In order for Dvision to further pursue its multichain bridging endeavors, it should comply with the latest standards of other blockchains. Unfortunately, Dvision’s current smart contract is built on obsolete standards, with some functionalities even being incompatible with other chains.

Last but not least, it should be noted that recent gas fees for NFTs on the Ethereum Mainnet became insanely expensive for general users. In order to avoid a situation where NFTs become unjustifiably expensive, Dvision is obliged to take advantage of the less expensive chains from both mid-and long-term perspectives.

Adding a Burn / Mint Function

Another primary reason to redeploy our smart contract is that we’d like to add a Mint/Burn functionality as a part of the upgrade initiative. This is intended to improve compatibility with blockchains other than the Ethereum Mainnet. This will give us the option of keeping the overall total supply across all chains the same, which simplifies integration with block explorers and token data sites. It also provides a more accurate view of token parameters for the convenience of all stakeholders.

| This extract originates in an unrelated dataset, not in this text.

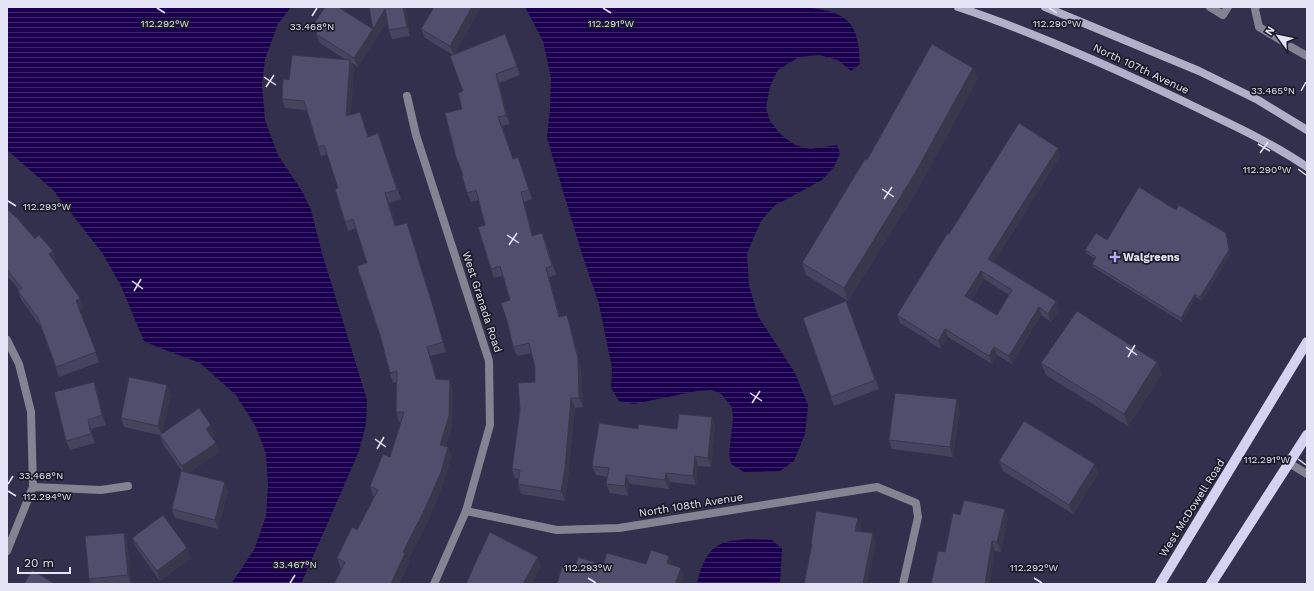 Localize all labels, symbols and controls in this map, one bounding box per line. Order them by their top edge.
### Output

It should be noted that the Mint/Burn function is being added in order to smoothly control the total supply across different chains. The actual, total supply across all chains will be fixed at the original value of 1,000,000,000 with no additional minting occurring. Thus, no dilution or additional minting is going to occur to harm the holdings of the users.

Minor Bug Issue

Last but not least, the Dvision Network team faced an issue with an “overstated total supply,” which was noticed on Etherscan. The block explorer showed 1,007,500,000 DVI tokens as the max total supply, whereas the real max total supply is fixed at 1,000,000,000. Although the actual supply has never been compromised, an abundant code line in the smart contract resulted in a minor bug that falsely overstated the supply in the aggregator websites and block explorers. Here’s the explanation of the issue from the expert’s perspective:

SlowMist’s (Audit Provider) Feedback

SlowMist team, which has previously conducted an audit of the Dvision Network’s smart contract, has reviewed the issue and provided their own feedback regarding this issue. First, it was regarded as being non-critical, as it did not affect nor dilute the users’ holdings in any manner. It was a simple recording error on the explorer. This is not a serious security risk!

Link to the document: About the total supply of DVI tokens.pdf

SlowMist’s comprehensive feedback of the DVI Token

However, the Dvision Network burned 7,500,000 DVIs (worth about USD 4 million at the current price) to stabilize the situation. It should be noted that this loss occurred at the expense of the Dvision team, none of the actual token holders were affected by this issue. Therefore, the current actual maximum supply is 992,500,000 DVIs, not 1,000,000,000 as is illustrated in the block explorers.